History: Humbird - Small Pox Epidemic
(24 Nov. 1934)
Contact: Crystal Wendt
Surnames: Stallard, Mathews, Michael
----Sources: Humbird Enterprise (Humbird, Clark County, Wis.) Sat., 24 Nov. 1934
Small Pox Epidemic
Henry Stallard, town health officer, is one of the few remaining around these parts who recalls the small pox epidemic of the early ‘70s which put Humbird as an isolated spot on the map, and created a rushing business that winter for the undertakers and the old Wilson Cemetery.

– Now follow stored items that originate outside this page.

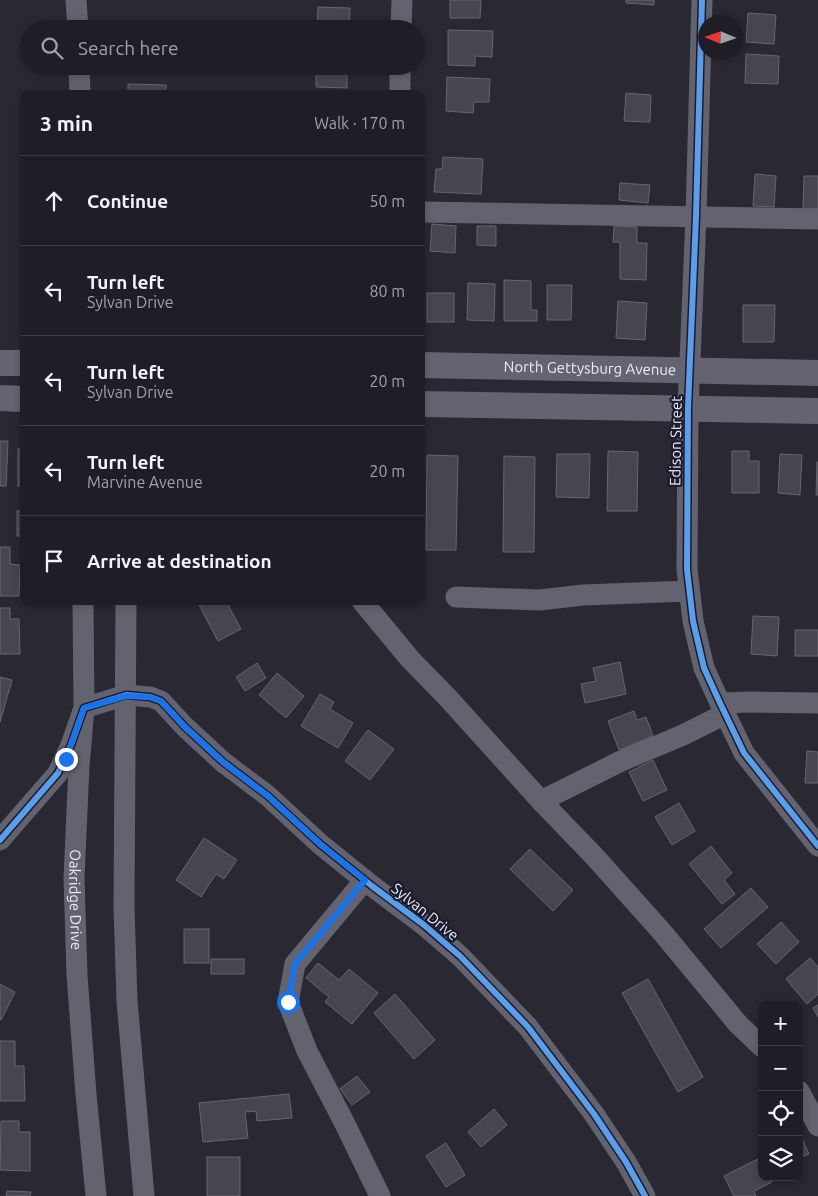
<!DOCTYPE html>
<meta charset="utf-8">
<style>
body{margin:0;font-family:Ubuntu,sans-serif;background:#2c2b32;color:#f1f3f6}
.controls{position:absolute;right:15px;bottom:15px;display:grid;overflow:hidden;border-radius:10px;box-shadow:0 2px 8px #0003}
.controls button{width:45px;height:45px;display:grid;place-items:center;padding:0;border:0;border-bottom:1px solid #3c3c43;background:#1f1e26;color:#f1f3f6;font:25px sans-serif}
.compass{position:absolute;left:698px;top:15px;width:45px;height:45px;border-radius:50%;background:#1f1e26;box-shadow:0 2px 8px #0003;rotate:272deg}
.stop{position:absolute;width:15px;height:15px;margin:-11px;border:4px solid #1a73e8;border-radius:50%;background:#fff}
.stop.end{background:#1a73e8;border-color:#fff;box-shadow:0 1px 5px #0008}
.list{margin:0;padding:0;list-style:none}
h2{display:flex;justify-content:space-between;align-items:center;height:65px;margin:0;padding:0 20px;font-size:21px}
h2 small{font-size:16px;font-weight:400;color:#a1a2a7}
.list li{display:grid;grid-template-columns:32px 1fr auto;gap:15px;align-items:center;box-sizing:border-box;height:90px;padding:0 20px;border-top:1px solid #3c3c43}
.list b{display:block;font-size:19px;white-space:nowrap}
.list p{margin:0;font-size:16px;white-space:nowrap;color:#a1a2a7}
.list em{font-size:16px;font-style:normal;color:#a1a2a7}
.icon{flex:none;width:28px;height:28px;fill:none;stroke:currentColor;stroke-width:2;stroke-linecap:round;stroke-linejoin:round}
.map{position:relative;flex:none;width:818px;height:1196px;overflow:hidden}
.search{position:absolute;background:#1f1e26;box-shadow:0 2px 8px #0003;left:20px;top:20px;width:405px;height:55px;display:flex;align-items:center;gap:12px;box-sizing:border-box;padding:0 18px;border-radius:28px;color:#a1a2a7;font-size:19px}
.panel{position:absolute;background:#1f1e26;box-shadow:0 2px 8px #0003;left:20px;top:90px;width:405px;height:515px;border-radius:10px}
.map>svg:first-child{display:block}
.building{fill:#47464f;stroke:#676670}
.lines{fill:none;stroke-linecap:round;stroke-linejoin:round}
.minor{stroke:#63636f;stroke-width:21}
.major{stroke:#646372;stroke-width:26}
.cycleway-casing{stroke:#1c1b2d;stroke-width:9}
.cycleway{stroke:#5a9eea;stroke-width:6}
.route{stroke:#1a73e8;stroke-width:6}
.labels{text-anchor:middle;stroke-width:4.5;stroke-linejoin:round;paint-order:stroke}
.street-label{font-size:15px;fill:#ececf9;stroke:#1c1b2d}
</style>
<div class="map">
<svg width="818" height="1196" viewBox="0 0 818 1196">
<rect width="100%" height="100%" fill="#292833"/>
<g class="building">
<path d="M450 0H481L480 18H450Z"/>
<path d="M626 0H654V5L626 3Z"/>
<path d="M318 7 350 8 349 29H317Z"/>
<path d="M748 13 776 15 774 44 746 42Z"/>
<path d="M448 30 493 31 492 57 475 56V66L448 65Z"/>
<path d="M746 54 779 56 778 84 745 83Z"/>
<path d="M316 66H347V88L316 87Z"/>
<path d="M447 77 490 79 489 102H474L473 113 446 111Z"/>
<path d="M128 84 166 85V94H128Z"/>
<path d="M626 93 651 95 650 122 624 121Z"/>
<path d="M443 157 483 159 481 194 434 192 436 169H442Z"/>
<path d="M755 174 776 176 774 207 753 206Z"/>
<path d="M804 176H818V209H803Z"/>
<path d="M620 183 650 185 648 203 619 200Z"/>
<path d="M432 224 456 226 455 253 430 251Z"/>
<path d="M477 226H496V246L477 245Z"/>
<path d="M614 226 637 227V243H647L646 280 620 279V242H613Z"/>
<path d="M504 280 531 281V310H537V321H504Z"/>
<path d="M468 283 495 284 494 321 467 320Z"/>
<path d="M547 285H572L571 320H547Z"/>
<rect x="427" y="293" width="27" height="29"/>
<path d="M618 301 647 303 645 340 616 338Z"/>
<path d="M743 305H775L774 342H743Z"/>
<path d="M0 441H8L6 486H0Z"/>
<rect x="18" y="449" width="6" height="37"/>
<path d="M608 451 638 452 637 511H607Z"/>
<path d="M732 451H749V461H759V493H732Z"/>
<path d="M557 454H590L589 498 556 497Z"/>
<path d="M780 454 802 455 800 495 778 493Z"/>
<path d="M427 455 458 456 456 550H426Z"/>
<path d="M504 456 535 457 534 552H503Z"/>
<path d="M817 462H818V495H816Z"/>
<rect x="17" y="511" width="7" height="25"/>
<path d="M0 547H10V564L20 565 19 596H0Z"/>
<path d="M197 601H226L241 629 218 641Z"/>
<path d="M0 608H10V619H19L20 654H0Z"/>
<path d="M753 616 779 617 777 656 751 654Z"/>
<rect x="795" y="630" width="23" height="26"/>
<path d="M620 662 626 694 585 703 581 684 596 681 593 668Z"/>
<path d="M257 663 266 678 245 691 236 677Z"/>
<path d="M277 673 304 696 286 718 259 695Z"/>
<path d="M0 677 12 680 0 722Z"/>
<path d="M320 694 334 702 330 709 353 723 338 748 301 726Z"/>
<path d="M634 711 637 720 646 717 653 736 619 750 608 721Z"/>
<path d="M368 730 394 749 370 780 345 761Z"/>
<path d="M807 751 818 752V783H805Z"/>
<path d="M653 760 667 790 643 801 629 772Z"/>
<path d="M679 803 695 831 672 845 655 817Z"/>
<path d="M204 838 237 860 224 879 216 874 201 897 176 880Z"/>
<path d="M711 846 732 873 724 880 735 894 722 904 689 864Z"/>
<path d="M530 849 573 890 553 911 510 869Z"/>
<path d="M751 888 768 907 721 948 704 929Z"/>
<path d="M781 922 799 942 776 964 757 944Z"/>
<rect x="184" y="929" width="25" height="34"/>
<path d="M810 958 818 967V994L807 1004 786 979Z"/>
<rect x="211" y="959" width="33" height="15"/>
<path d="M318 963 339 980 349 969 378 993 352 1024 325 1002 329 997 306 978Z"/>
<path d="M648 979 703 1077 678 1092 622 993Z"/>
<path d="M0 984 15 992 1 1020 0 1019Z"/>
<path d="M395 994 435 1040 414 1059 374 1013Z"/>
<path d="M818 1005V1017L813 1008Z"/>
<path d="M0 1041H15V1066H24L25 1101H0Z"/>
<path d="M357 1076 370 1092 352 1105 340 1089Z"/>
<path d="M289 1094 292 1118 257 1121 256 1111 245 1112 248 1138 203 1142 199 1103Z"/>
<path d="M494 1109 507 1125 481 1147 468 1132Z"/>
<path d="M1 1121H19V1132H30V1171L0 1170Z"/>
<path d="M801 1136 809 1154 799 1158V1137Z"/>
<path d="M446 1143 465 1175 446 1187 426 1156Z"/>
<rect x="207" y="1157" width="33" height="39"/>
<path d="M760 1158 762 1162V1177H770L772 1182 754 1191 756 1196H734L724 1176Z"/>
<path d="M7 1191 31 1192 30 1196H6Z"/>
</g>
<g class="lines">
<g class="minor">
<path d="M76 0 78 29"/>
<path d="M702 0 696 216 688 408 687 569 693 621 704 668 720 703 744 753 818 846"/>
<path d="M401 29 402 0"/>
<path d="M79 66 80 94"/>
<path d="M400 94V66"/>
<path d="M421 212 818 219"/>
<path d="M456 597 540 600 583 595 689 591"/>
<path id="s1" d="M83 601 84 708 79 766 74 878 77 975 86 1094 96 1196"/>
<path d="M126 601 124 907 127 1001 144 1196"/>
<path d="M362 601 410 659 448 698 541 801 595 857 662 932 738 1024 762 1047"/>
<path d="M720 703 752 702 818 703"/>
<path d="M541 801 619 762 683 735 725 714"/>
<path d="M0 840 58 773 71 745 84 708 126 695 150 697 161 701 185 727 223 762 268 796 320 844 372 886 424 925 460 956 528 1027 594 1114 626 1162 645 1196"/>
<path d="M365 880 295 964 288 1002 307 1051 344 1122 380 1196"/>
<path d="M799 1091 818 1126"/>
</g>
<g class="major">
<path d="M0 363H24"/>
<path id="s2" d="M421 365 818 373"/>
<path d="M0 398 24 399"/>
<path d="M421 404 818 411"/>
</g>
<defs>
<g id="cycleway">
<path d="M702 0 696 216 688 408 687 569 693 621 704 668 720 703 744 753 818 846"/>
<path d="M0 840 58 773 71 745 84 708 126 695 150 697 161 701 185 727 223 762 268 796 320 844 372 886 424 925 460 956 528 1027 594 1114 626 1162 645 1196"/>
</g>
</defs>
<use href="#cycleway" class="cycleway-casing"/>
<use href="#cycleway" class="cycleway"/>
</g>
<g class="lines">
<path class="route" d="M66 759 84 708 126 696 150 697 161 701 185 727 223 762 268 796 320 844 365 880 295 964 288 1002"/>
</g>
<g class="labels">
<g class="street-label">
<text dy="5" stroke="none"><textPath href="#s2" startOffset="169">North Gettysburg Avenue</textPath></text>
<text transform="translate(676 441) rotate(-89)" y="5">Edison Street</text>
<text dy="5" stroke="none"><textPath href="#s1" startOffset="299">Oakridge Drive</textPath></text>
<text transform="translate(425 912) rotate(39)" y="5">Sylvan Drive</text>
</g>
</g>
</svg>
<div class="controls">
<button>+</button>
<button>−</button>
<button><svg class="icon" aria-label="locate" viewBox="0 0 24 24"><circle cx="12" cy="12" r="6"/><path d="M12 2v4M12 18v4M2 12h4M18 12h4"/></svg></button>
<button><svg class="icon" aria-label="layers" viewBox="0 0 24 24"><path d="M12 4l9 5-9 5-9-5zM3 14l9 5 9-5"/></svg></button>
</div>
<svg class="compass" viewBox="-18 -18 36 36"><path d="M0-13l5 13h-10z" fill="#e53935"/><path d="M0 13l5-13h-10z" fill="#a1a2a7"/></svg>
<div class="stop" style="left:288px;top:1002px"></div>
<div class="stop end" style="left:66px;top:759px"></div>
<div class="search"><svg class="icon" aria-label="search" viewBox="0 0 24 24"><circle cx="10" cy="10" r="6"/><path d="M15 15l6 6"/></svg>Search here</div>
<section class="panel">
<h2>3 min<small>Walk · 170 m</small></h2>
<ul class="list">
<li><svg class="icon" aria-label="ahead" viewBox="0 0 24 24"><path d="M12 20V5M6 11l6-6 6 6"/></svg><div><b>Continue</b></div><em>50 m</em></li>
<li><svg class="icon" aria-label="left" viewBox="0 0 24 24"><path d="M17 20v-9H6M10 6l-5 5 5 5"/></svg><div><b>Turn left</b><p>Sylvan Drive</p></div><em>80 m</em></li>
<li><svg class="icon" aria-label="left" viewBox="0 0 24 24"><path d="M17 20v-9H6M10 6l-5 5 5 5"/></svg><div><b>Turn left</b><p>Sylvan Drive</p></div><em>20 m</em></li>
<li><svg class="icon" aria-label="left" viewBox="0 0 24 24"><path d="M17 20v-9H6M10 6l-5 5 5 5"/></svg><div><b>Turn left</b><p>Marvine Avenue</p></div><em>20 m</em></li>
<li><svg class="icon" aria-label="arrive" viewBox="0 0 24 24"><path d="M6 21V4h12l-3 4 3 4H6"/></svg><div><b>Arrive at destination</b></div></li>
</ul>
</section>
</div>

When about to go forth to put a bright colored placard on the home of Jerome Mathews, whose son Orvil is the only victim of this "scare," Mr. Stallard reminiscence a bit about the epidemic which prevailed when he was a lad of ten or twelve winters. It appears a man named Pelzer came from the old country and contracted the disease on board ship. Being presumably ignorant of the trouble he ran wild (history repeats itself) and gave the country a good peppering before the sheriff was notified and placarded the premises. Mr. Stallard’s mother was the one who discovered the disease and reported it to the town board.

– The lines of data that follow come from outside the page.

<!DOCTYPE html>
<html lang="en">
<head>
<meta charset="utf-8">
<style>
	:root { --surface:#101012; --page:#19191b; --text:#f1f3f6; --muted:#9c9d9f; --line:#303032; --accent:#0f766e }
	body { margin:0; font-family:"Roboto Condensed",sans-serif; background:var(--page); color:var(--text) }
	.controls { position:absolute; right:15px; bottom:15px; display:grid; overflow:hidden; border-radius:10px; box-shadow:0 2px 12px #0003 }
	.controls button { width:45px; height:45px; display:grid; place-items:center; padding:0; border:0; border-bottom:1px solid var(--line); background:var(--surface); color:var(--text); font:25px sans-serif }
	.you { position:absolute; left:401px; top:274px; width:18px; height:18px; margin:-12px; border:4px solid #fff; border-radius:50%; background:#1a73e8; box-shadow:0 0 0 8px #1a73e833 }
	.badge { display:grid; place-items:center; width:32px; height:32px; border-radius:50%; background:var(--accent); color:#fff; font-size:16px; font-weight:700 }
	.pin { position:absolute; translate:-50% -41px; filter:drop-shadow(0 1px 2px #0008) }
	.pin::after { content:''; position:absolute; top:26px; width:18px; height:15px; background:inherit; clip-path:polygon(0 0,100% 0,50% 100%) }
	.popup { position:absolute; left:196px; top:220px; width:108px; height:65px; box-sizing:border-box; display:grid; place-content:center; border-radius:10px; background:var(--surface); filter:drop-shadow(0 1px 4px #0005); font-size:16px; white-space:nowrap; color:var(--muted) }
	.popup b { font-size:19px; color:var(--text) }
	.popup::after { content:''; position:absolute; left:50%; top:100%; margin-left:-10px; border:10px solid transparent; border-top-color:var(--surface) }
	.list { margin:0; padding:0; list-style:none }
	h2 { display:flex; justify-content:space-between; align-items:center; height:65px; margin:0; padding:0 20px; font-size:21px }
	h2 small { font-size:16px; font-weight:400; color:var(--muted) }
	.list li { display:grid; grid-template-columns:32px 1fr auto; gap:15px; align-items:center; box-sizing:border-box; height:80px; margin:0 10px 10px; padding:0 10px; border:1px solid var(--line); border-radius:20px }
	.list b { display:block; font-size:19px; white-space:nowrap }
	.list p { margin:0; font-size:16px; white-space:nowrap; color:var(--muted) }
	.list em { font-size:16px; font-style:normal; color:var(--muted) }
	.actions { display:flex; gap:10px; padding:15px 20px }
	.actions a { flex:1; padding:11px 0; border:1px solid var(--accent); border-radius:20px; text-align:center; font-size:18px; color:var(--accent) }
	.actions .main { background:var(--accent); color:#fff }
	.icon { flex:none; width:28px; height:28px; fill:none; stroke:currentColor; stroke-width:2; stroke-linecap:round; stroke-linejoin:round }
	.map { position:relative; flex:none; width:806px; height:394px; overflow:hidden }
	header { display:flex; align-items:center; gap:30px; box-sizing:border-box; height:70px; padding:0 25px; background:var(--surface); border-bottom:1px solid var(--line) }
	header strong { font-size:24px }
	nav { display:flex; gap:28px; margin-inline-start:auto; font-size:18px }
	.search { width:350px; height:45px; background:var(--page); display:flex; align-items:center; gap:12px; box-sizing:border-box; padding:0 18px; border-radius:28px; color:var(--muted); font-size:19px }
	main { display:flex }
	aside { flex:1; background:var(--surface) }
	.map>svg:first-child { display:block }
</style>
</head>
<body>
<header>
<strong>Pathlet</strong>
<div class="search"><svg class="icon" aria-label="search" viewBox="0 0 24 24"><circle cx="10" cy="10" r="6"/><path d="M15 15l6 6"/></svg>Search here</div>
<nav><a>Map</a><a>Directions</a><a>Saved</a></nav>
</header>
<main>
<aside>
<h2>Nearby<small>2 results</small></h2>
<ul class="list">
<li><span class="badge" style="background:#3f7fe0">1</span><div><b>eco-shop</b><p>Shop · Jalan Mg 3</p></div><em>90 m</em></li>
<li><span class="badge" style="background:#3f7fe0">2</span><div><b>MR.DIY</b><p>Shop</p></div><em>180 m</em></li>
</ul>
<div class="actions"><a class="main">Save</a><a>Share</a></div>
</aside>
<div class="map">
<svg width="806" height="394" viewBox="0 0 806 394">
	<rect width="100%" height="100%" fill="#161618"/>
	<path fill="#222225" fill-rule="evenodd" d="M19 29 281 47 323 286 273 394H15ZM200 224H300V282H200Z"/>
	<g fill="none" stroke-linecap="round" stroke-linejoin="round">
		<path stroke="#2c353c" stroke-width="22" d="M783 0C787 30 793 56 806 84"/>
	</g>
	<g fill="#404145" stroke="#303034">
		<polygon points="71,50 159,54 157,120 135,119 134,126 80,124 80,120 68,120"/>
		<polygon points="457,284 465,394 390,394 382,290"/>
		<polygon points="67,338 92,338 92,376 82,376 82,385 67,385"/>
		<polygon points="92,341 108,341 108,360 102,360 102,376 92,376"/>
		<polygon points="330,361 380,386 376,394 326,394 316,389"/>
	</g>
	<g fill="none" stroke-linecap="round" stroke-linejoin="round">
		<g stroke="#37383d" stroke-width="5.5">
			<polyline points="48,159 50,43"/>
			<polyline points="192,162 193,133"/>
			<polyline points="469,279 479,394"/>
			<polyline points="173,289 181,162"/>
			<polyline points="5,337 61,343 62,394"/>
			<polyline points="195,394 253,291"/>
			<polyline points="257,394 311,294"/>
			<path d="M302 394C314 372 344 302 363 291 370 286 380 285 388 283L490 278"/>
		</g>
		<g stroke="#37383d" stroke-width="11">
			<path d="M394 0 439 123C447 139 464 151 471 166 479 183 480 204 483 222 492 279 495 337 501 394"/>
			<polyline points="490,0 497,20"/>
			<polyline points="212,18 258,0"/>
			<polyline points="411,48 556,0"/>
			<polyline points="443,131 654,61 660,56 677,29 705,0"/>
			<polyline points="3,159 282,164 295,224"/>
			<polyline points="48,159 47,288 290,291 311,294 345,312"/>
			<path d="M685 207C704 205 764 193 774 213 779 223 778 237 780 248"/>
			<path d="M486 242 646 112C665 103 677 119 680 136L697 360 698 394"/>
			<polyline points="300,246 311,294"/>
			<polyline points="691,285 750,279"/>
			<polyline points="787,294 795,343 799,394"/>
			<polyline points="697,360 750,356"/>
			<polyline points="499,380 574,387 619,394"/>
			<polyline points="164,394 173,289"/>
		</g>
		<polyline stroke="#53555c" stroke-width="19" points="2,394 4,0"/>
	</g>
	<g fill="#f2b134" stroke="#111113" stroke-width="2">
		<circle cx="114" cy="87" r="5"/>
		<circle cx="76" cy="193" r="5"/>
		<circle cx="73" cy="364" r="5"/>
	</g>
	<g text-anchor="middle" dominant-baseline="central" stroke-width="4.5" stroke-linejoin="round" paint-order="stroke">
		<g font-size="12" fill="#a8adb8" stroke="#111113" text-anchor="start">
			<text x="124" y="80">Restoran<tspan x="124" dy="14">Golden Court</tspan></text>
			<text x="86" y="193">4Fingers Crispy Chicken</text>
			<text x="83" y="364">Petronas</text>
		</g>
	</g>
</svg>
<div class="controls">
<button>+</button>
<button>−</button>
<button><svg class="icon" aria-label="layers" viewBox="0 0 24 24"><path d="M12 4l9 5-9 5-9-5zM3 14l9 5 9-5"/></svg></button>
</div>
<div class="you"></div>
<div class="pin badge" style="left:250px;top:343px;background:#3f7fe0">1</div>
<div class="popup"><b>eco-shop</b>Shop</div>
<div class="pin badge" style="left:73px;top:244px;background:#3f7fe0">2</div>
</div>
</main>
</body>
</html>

Before the epidemic subsided there was some twenty or more deaths. A public pest house was maintained in and old log hut on the property now owned by John Michael. Some fellow working in the logging camps would break out with the eruption, that night the tote team would take him to the pest house, and a few nights later the cemetery would get him. Mr. Stallard says that none of their family contracted the disease, although they lived across the road from the house of its incubation. But he remembers very distinctly the cow pox vaccination that was inflicted upon them.